- Task to complete: Below are some entries; reproduce them exactly and leave every picture out.

Exercise input section start

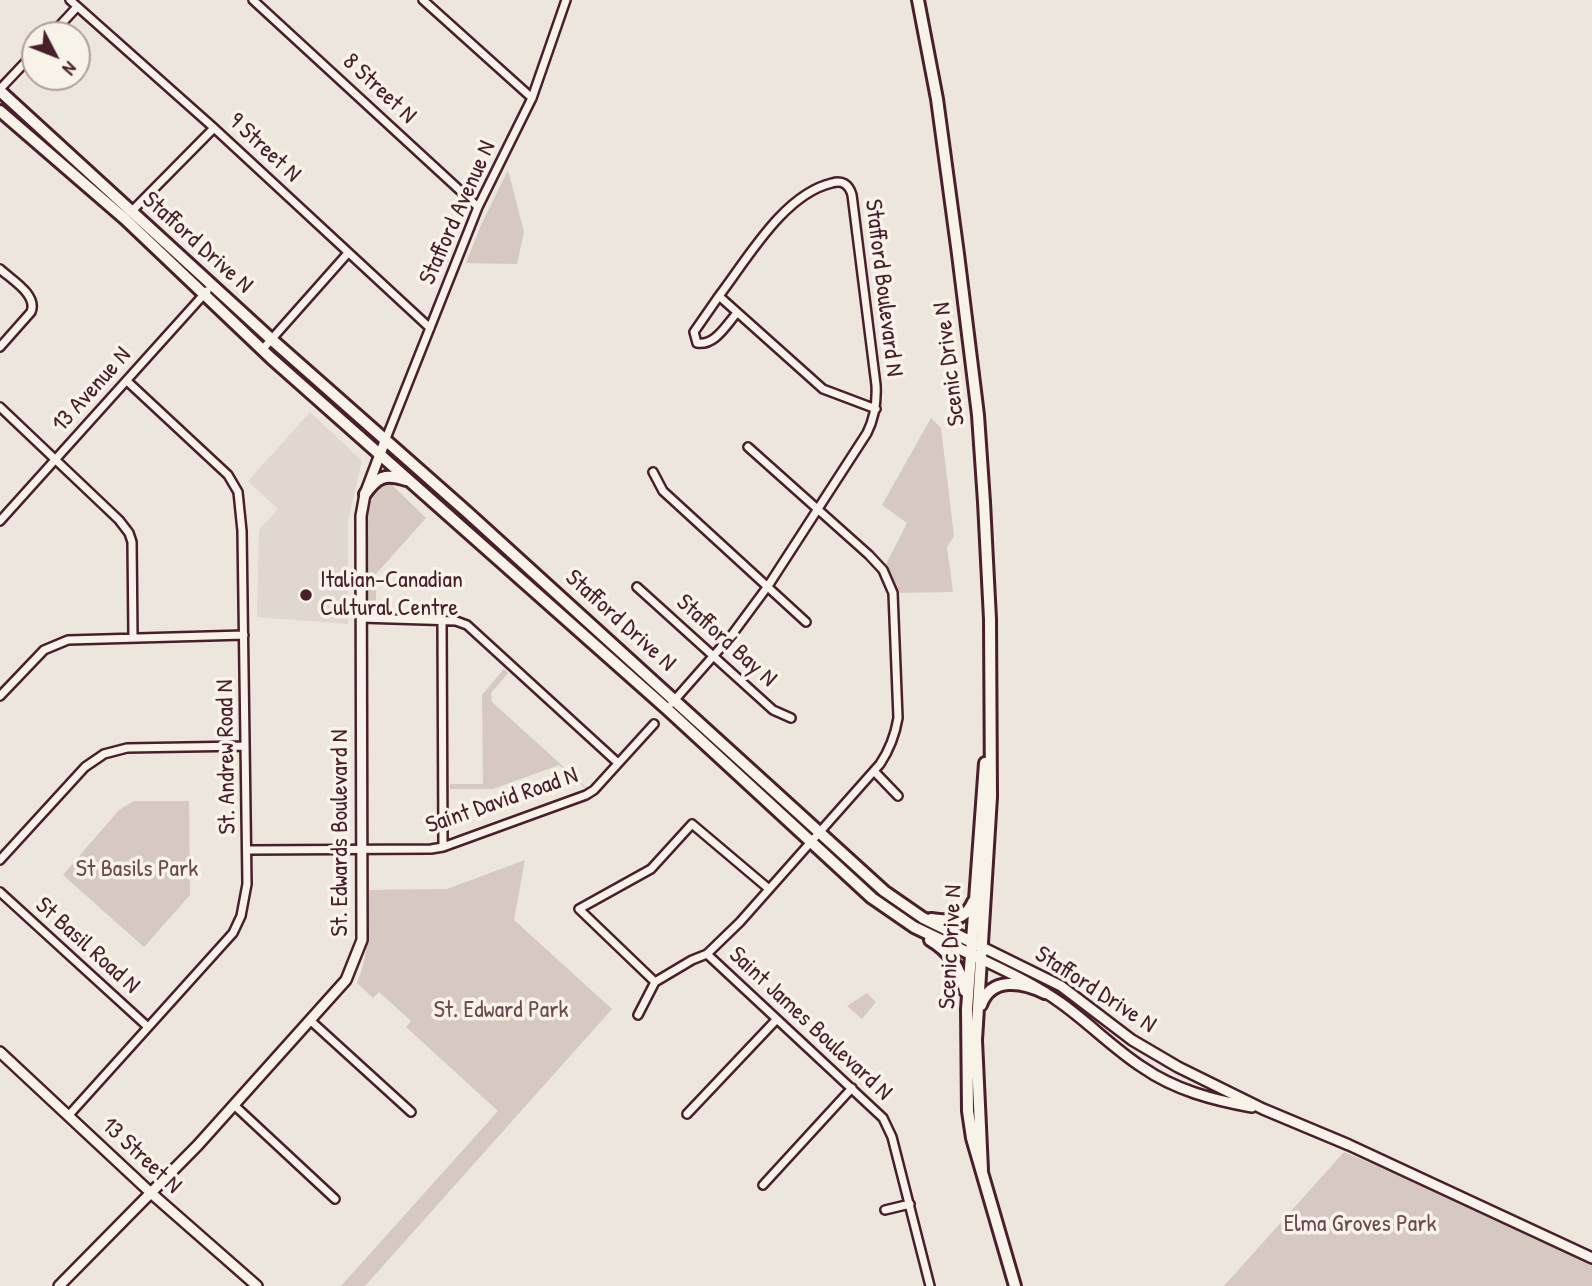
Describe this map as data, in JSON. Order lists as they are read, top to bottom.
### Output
{
  "streets": {
    "main road": ["Stafford Drive N", "Scenic Drive N"],
    "street": [
      "8 Street N",
      "9 Street N",
      "Stafford Avenue N",
      "Stafford Boulevard N",
      "13 Avenue N",
      "Stafford Bay N",
      "St. Andrew Road N",
      "Saint David Road N",
      "St. Edwards Boulevard N",
      "St Basil Road N",
      "Saint James Boulevard N",
      "13 Street N"
    ]
  },
  "crossings": [
    ["8 Street N", "Stafford Avenue N"],
    ["9 Street N", "Stafford Avenue N"],
    ["Stafford Avenue N", "Stafford Drive N"],
    ["Stafford Avenue N", "St. Edwards Boulevard N"],
    ["Stafford Drive N", "Stafford Boulevard N"],
    ["Stafford Drive N", "Scenic Drive N"],
    ["Stafford Drive N", "13 Avenue N"],
    ["Stafford Drive N", "St. Edwards Boulevard N"],
    ["Stafford Drive N", "Saint James Boulevard N"],
    ["Stafford Boulevard N", "Stafford Bay N"],
    ["Stafford Boulevard N", "Saint James Boulevard N"],
    ["13 Avenue N", "St. Andrew Road N"],
    ["St. Andrew Road N", "Saint David Road N"],
    ["St. Andrew Road N", "St Basil Road N"],
    ["St. Andrew Road N", "13 Street N"],
    ["Saint David Road N", "St. Edwards Boulevard N"],
    ["St. Edwards Boulevard N", "13 Street N"]
  ],
  "parks": ["St Basils Park", "St. Edward Park", "Elma Groves Park"],
  "places": ["Italian-Canadian Cultural Centre"],
  "north": "bottom right"
}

Exercise input section end

- Exercise solution:
Describe this map as data, in JSON. Order lists as they are read, top to bottom.
### Output
{
  "streets": {
    "main road": ["Stafford Drive N", "Scenic Drive N"],
    "street": [
      "8 Street N",
      "9 Street N",
      "Stafford Avenue N",
      "Stafford Boulevard N",
      "13 Avenue N",
      "Stafford Bay N",
      "St. Andrew Road N",
      "Saint David Road N",
      "St. Edwards Boulevard N",
      "St Basil Road N",
      "Saint James Boulevard N",
      "13 Street N"
    ]
  },
  "crossings": [
    ["8 Street N", "Stafford Avenue N"],
    ["9 Street N", "Stafford Avenue N"],
    ["Stafford Avenue N", "Stafford Drive N"],
    ["Stafford Avenue N", "St. Edwards Boulevard N"],
    ["Stafford Drive N", "Stafford Boulevard N"],
    ["Stafford Drive N", "Scenic Drive N"],
    ["Stafford Drive N", "13 Avenue N"],
    ["Stafford Drive N", "St. Edwards Boulevard N"],
    ["Stafford Drive N", "Saint James Boulevard N"],
    ["Stafford Boulevard N", "Stafford Bay N"],
    ["Stafford Boulevard N", "Saint James Boulevard N"],
    ["13 Avenue N", "St. Andrew Road N"],
    ["St. Andrew Road N", "Saint David Road N"],
    ["St. Andrew Road N", "St Basil Road N"],
    ["St. Andrew Road N", "13 Street N"],
    ["Saint David Road N", "St. Edwards Boulevard N"],
    ["St. Edwards Boulevard N", "13 Street N"]
  ],
  "parks": ["St Basils Park", "St. Edward Park", "Elma Groves Park"],
  "places": ["Italian-Canadian Cultural Centre"],
  "north": "bottom right"
}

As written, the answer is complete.